I think the reentrancy code is really talking about the synchronization in the code. That is the reason we need the lock() and unlock() function to avoid the race condition for the critical data. Once the code run into the lock() and unlock(), it will make the code in sequence.
@lazar.ivanovic: the overloaded char operator is used whenever you convert from an nvramchar type to a "normal" char - an assignment as I showed is a simple example. Really, on slide 9, I shjould have written:
We are now in year 2014.... times moving fast. Should it not be the responsibility of the manufacturers to come out with libraries for their peripherals? So, programmers just apply them in his/her apps. At least the libraries up to certain point to ease programmer's life
When I design a peripheral I try to make it as software friendyl as possible but sometimes the customer will demand that a few pennies be saved on teh hardware not realizing that savings will be wiped out by the additonal sofware development cost.
The stanard meaning of re-entrant is a program that can call itself, ie n! = n*((n-1)!). Your use here is normally called serialization. Your description of what you wanted to do was very clear, but the terminology might cause some confusion when communicating with someone used to the standard definition.
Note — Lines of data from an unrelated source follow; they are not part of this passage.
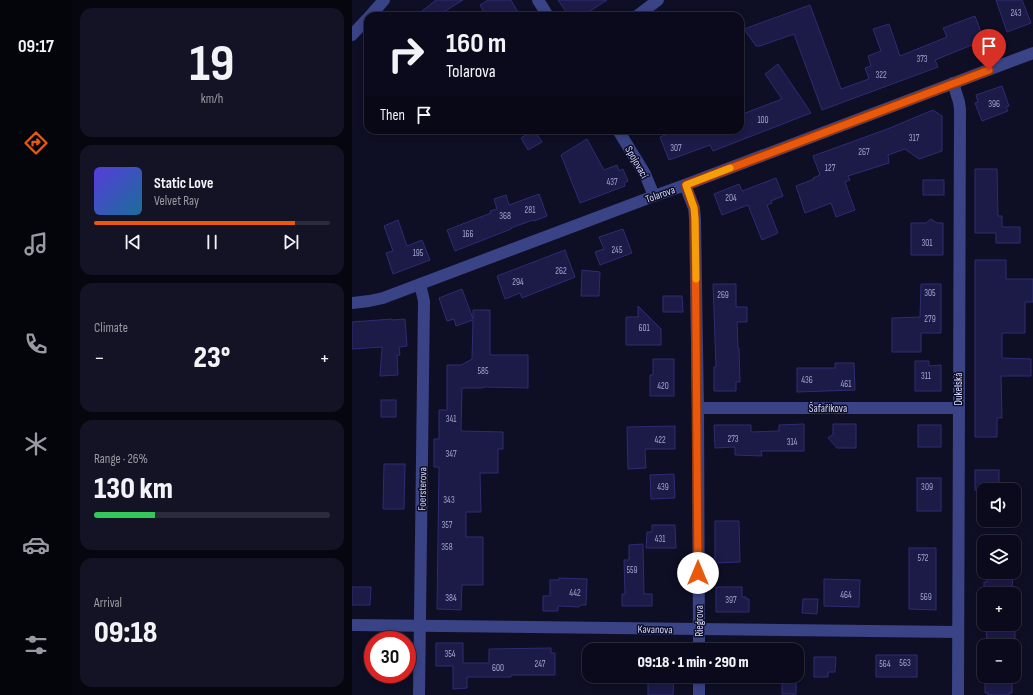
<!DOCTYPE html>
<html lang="en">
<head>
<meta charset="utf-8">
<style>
  body { margin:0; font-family:"Sofia Sans Condensed",sans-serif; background:#131325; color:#f1f3f6; height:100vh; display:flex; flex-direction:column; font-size:15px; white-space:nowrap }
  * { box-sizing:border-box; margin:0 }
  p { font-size:13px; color:#999aa3 }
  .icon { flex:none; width:22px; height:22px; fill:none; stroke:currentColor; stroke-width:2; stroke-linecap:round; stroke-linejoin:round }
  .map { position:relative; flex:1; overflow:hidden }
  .drawer { display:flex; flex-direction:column; gap:8px; padding:8px; background:#06060f; width:280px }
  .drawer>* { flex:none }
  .banner { position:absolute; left:12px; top:12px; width:380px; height:122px; border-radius:12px; box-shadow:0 2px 6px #0003,0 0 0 1px #2a2b3b; background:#0a0a1c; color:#f1f3f6; overflow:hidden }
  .controls { position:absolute; left:625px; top:483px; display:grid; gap:8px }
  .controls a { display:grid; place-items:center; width:44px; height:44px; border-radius:8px; background:#0a0a1c; box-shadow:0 2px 6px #0003,0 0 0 1px #2a2b3b; font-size:20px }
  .speed { position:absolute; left:12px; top:631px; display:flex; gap:8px; font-size:20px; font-weight:700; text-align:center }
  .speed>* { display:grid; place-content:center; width:52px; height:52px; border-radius:50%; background:#0a0a1c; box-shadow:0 2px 6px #0003,0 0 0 1px #2a2b3b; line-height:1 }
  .speed .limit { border:6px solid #d22; background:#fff; color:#111 }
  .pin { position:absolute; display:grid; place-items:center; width:34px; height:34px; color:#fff; margin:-41px -17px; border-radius:50% 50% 50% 0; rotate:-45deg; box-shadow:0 0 4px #0007 }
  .pin .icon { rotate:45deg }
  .me { position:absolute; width:44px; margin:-22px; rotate:0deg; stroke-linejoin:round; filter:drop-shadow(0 0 3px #0008) }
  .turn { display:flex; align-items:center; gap:14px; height:84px; padding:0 16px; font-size:18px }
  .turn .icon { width:52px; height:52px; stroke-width:2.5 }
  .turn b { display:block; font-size:28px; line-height:34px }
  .then { display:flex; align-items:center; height:38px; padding:0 16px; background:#0003; gap:8px; font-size:15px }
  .big { font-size:30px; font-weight:800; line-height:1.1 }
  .drawer .card { flex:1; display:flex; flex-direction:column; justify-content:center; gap:6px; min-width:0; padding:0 14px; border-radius:12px; background:#131325 }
  .drawer .dial { align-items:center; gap:0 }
  .dial b { font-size:52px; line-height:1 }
  .song { display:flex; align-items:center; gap:12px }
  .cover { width:48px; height:48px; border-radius:6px; background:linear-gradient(135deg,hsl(250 70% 55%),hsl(200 70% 35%)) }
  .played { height:4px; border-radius:2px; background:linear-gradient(90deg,#ea580c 85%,#2a2b3b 85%) }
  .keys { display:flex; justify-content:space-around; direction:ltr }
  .heat { display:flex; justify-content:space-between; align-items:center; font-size:22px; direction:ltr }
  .charge { height:6px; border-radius:3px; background:linear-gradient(90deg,#34c759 26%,#2a2b3b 0) }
  .trip { position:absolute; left:230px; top:643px; width:222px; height:40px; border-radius:12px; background:#0a0a1c; box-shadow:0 2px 6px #0003,0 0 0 1px #2a2b3b; font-weight:800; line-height:40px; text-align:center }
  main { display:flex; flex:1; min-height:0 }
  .tab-bar { display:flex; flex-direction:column; width:72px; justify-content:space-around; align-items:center; background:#04040b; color:#999aa3 }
  .tab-bar .icon { width:28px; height:28px }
  .tab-bar .current { color:#ea580c }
  .tab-bar b { font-size:18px; color:#f1f3f6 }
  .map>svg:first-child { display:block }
  .building { fill:#1c1a46; stroke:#2e2c73 }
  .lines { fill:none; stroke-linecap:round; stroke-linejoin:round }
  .minor { stroke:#394385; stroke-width:12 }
  .route-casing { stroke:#983908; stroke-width:10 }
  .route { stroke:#ea580c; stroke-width:7 }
  .slow { stroke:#f59e0b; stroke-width:7 }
  .labels { text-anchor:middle; stroke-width:3; stroke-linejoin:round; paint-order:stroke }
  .number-label { font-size:9px; fill:#a4a6d1 }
  .street-label { font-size:11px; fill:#d2d5ff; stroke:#0e0e25 }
</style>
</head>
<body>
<main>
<nav class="tab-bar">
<b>09:17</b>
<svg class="icon current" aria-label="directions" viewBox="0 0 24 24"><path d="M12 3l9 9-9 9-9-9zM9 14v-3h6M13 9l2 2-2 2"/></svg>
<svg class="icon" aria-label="music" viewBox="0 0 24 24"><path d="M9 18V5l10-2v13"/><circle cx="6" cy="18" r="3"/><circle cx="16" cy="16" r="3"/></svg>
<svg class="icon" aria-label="phone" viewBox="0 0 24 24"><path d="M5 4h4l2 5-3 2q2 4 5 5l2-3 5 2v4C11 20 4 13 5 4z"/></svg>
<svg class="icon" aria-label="climate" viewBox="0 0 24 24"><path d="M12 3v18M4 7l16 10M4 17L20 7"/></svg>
<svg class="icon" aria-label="car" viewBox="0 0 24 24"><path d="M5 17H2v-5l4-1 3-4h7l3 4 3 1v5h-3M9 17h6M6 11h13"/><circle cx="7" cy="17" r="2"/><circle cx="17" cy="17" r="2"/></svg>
<svg class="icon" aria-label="filters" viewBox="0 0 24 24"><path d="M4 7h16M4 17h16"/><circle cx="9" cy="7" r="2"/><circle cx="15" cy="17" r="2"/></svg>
</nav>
<section class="drawer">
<div class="card dial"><b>19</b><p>km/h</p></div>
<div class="card">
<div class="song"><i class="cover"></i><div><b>Static Love</b><p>Velvet Ray</p></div></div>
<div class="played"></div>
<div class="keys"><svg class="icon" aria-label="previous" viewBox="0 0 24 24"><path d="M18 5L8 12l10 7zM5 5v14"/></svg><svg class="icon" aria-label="pause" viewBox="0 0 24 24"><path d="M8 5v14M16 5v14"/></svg><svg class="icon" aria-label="next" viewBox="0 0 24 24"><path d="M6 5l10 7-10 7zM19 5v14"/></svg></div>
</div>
<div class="card"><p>Climate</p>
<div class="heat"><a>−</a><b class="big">23°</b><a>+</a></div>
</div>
<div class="card"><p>Range · 26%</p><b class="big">130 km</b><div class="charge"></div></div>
<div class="card"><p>Arrival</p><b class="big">09:18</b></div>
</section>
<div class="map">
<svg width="681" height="695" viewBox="0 0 681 695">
  <rect width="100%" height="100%" fill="#0e0e25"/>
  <g class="building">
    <path d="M84,0h27l-26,16h-21z"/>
    <path d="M136,0h23l9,16h-34l-6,-11z"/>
    <path d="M206,0h49l-23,15 -3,-4 -8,5h-4z"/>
    <path d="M644,0h26l9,23 -24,9z"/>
    <path d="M458,5l31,84 28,-10 -4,-11 6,-2 -3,-10 13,-5 -8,-22 16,-5 11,32 47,-19 -4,-9 32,-12 9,24 -49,20 3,7 -116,43 -28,-76 -34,12h-4l-12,-17z"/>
    <path d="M426,64l33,49 -98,38 -3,-6 -41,15 -9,-23 18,-7h62v-15l42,-16 -17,-25z"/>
    <path d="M650,86l7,20 -3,1 2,4 -26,10 -7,-18 3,-1 -2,-7z"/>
    <path d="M581,110l9,6v35l-23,8 -14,-10 -17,6 1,8 -41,13 2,4 -5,2 10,28 -19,7 -5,-14 -26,10 -9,-27 18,-7 -1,-1 7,-3 -7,-19 77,-28 26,-11z"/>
    <path d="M182,130l8,12 -14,8 -7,-12z"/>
    <path d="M235,139l17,31 13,-5 2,6 4,-2 5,12 -4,2 1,3 -45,17 -19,-48z"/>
    <path d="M623,169h22l1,47h4v11h18v16h-24v-10h-21z"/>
    <path d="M424,178l7,18 -12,5 1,2 -5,2 11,28 -16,7 -14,-35 -26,10 -8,-21 25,-10 3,7z"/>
    <rect x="571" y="180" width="21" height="15"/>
    <path d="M187,194l8,22 -13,5 -1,-1 -22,8v1l-56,22 -8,-21 44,-17 -1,-2 7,-2 -3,-10 12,-4 3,10z"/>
    <path d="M579,219l6,4h6v32h-32v-32h15z"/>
    <path d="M46,220l9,26 15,-6 8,20 -37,14 -7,-21 7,-2 -9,-25z"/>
    <path d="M271,229l9,24 -32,12 -5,-13 9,-3 -5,-12z"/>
    <path d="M213,250l10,27 -53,21 -2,-5 -15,6 -8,-23z"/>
    <path d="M623,260h31v19h27v23h-8v31h-23v25l29,1v17h-30l1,42h-5v19h-22z"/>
    <path d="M230,270l18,2 -1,24h-18z"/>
    <path d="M361,284h23v23h11v15h-10l1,26h1l1,34h-4v9h-22v-24h2z"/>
    <path d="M569,284h20v49h-20v19h-29v-34l28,-1z"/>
    <path d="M110,289l11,30v-9h17v45h38v33l-45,-1v1h-21l-1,43 42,1v17h-5v24h-18l1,39h-15v25h17v48h-21l-1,25 -24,-1 2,-142h-5v-28h5v-29h8v-45h14l11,-6 1,-39 -17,6 -2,-7 -7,2 -8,-23z"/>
    <path d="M311,296h19l1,16h-20z"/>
    <path d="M286,306l23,23v16h-35v-28h12z"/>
    <path d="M40,319v1l13,-1 2,27 -8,1 1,8h-3l1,20 -18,1 2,-29 -30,2v-27z"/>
    <path d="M301,359h21v37h-24v-21h3z"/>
    <path d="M563,361h14v5l12,-1v26h-26z"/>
    <path d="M483,363h19l1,27 -58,2v-24h38z"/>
    <rect x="29" y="400" width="15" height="17"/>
    <path d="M452,424v27h-43l1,5 -27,-1v-8l-20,1 -1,-23h37v7l28,-1v-6z"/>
    <path d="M481,424h23v24h-19l-9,-10 5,-4z"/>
    <rect x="566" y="425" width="23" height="22"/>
    <path d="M323,426v23h-30l1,19 -18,1 -1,-42z"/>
    <path d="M32,464h21l-1,45h-21z"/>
    <rect x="623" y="470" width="24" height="20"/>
    <path d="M322,474l1,24 -24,1 -1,-24z"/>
    <rect x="565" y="478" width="24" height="33"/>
    <path d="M363,521h24l1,41 -25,1z"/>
    <path d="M300,525h23l1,23h-30l1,-16h5z"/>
    <path d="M291,544l1,50h8v12h-30v-12h3l-1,-34h5v-15z"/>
    <path d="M557,548h27v62l-27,-1z"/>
    <path d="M635,572h26l-1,22h-28v-12h3z"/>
    <path d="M207,578l28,1 -1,26h-5l-2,2 -21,-1v5h-15v-15h7v-16h9z"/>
    <path d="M472,579l36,1 -1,27 -35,-1z"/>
    <path d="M0,587h19l-1,18h-18z"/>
    <path d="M364,587h26v10h4v2h3v13h-33z"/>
    <path d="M451,599h15l-1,15 -15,-1z"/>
    <path d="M634,624h29v19h-28z"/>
    <path d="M84,643h27v20h26v-14l62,-1v5h4v22h-44v2h-44v11l-14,1v-23h-17z"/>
    <rect x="524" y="655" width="41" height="22"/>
    <path d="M462,657h22l-1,15h-7v5h-14z"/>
    <path d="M296,676h26l-1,19h-25z"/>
    <rect x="430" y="676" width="14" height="18"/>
    <path d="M636,676h21v3h3v14h-3v2h-21v-2h-3v-13h3z"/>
  </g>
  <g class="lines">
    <g class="minor">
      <path d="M186,0l10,16"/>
      <path d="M18,16l14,-16"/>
      <path d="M285,16l21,-16"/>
      <path d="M0,35l16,-17"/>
      <path d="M601,83l6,19 1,7 -2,586"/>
      <path d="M266,130l27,44 9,22"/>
      <path d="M333,185l9,23 1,11 3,189 1,242"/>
      <path d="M0,303l17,-2 14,-3 271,-102 31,-11 348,-132"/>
      <path d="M346,408h260"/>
      <path d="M0,625l606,7"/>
      <path d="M347,676v19"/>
      <path d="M67,695l5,-394 -4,-17"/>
    </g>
  </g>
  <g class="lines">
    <g class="route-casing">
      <path id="route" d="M346,573l-3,-354 -1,-11 -8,-23 303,-115"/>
    </g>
    <use href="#route" class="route"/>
    <path class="slow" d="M344,279l-1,-60 -1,-11 -8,-23 44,-17"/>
  </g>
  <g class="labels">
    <g class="number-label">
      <text x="664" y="16">243</text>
      <text x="570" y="62">373</text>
      <text x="529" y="78">322</text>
      <text x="642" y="107">396</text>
      <text x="411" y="123">100</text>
      <text x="562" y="141">317</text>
      <text x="324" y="151">307</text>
      <text x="512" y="155">267</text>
      <text x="478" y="171">127</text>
      <text x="260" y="185">437</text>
      <text x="379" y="201">204</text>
      <text x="178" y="213">281</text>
      <text x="153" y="219">368</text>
      <text x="116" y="237">166</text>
      <text x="575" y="246">301</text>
      <text x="265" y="253">245</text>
      <text x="66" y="256">195</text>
      <text x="209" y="274">262</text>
      <text x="166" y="285">294</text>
      <text x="578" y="296">305</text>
      <text x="371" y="298">269</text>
      <text x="578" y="322">279</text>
      <text x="292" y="331">601</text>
      <text x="131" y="374">585</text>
      <text x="574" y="379">311</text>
      <text x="455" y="383">436</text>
      <text x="494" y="387">461</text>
      <text x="311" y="389">420</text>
      <text x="99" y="422">341</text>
      <text x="381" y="442">273</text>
      <text x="308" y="443">422</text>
      <text x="440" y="445">314</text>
      <text x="99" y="457">347</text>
      <text x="311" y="490">439</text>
      <text x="575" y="490">309</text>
      <text x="97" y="503">343</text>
      <text x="95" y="528">357</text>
      <text x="308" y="542">431</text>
      <text x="95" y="550">358</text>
      <text x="571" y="561">572</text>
      <text x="280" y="573">559</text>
      <text x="223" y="596">442</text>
      <text x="494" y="598">464</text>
      <text x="574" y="600">569</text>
      <text x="99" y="601">384</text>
      <text x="379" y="603">397</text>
      <text x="98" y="657">354</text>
      <text x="553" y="666">563</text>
      <text x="188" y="667">247</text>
      <text x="533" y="667">564</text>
      <text x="146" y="671">600</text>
    </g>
    <g class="street-label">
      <text transform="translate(285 162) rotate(60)" y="4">Spojovací</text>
      <text transform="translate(308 194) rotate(-20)" y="4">Tolarova</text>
      <text transform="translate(606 389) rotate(-90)" y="4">Dukelská</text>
      <text x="476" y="412">Šafaříkova</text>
      <text transform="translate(70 489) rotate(-89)" y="4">Foersterova</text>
      <text transform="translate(347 621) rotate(-90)" y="4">Riegrova</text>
      <text transform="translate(303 629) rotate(1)" y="4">Kavanova</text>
    </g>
  </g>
</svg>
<div class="controls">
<a><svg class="icon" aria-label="sound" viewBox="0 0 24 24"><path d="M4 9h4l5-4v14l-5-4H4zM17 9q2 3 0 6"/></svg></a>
<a><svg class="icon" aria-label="layers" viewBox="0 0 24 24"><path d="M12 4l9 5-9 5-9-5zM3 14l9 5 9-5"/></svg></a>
<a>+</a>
<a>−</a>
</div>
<div class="speed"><div class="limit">30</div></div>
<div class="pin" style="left:637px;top:70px;background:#d93025"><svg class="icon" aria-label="arrive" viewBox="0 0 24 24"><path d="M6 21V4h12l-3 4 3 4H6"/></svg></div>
<svg class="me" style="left:346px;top:573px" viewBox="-20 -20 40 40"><circle r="19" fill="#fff"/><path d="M0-13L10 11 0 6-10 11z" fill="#ea580c"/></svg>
<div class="trip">09:18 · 1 min · 290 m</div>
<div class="banner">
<div class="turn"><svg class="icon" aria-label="right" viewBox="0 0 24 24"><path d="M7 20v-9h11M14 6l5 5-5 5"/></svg><div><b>160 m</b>Tolarova</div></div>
<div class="then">Then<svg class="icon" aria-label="arrive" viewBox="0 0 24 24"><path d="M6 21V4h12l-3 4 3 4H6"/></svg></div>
</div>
</div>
</main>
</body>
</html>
@mcurry: I did not use the string class for 2 reasons. First when this code was first written, this class was not in widespread use. Second, I wanted as much of this code to be "C programmer friendly" as possible
? @Colin: i noticed that the checksum was located before the signature field. Why was that? it would seem prudent to include the signature data field in the checksum by putting the checksum after all written data, that way you would know that the written signature was what you thought it was.
?@Are peripheral devices generally "software friendly"? I tend to believe that low level designers have fun in trying to "save the world" and solve problems long term. However, some companies may put too much effort in sticking to the release dates and other commercial pressures and continue for decades to wirte buggy code even at the lowest level.
?Colin - What about using a separate nvram class to hold the baseaddr and size and to do the initialization? You could then pass the nvram object to the nvramchar constructors to set up the individual variables.
? I seem to remember, from my coursework on compilers, that function arguments tend to end up on the stack and we have discussed allocated memory ends up on the heap. We discussed fragmentation as a problem with OO design since new calls malloc which is a heap operation and then free can fragment memory. The method of addressing that is with binned heap segments which has some obvious memory inefficiences. Isn't use of the stack more memory efficient? It seems like the C+ alternative to C would have to be very carefully written with a conservative and thoughtful use of class variables. C naturally pushes code in that direction. Are there any design guidelines that push a C design in that same direction?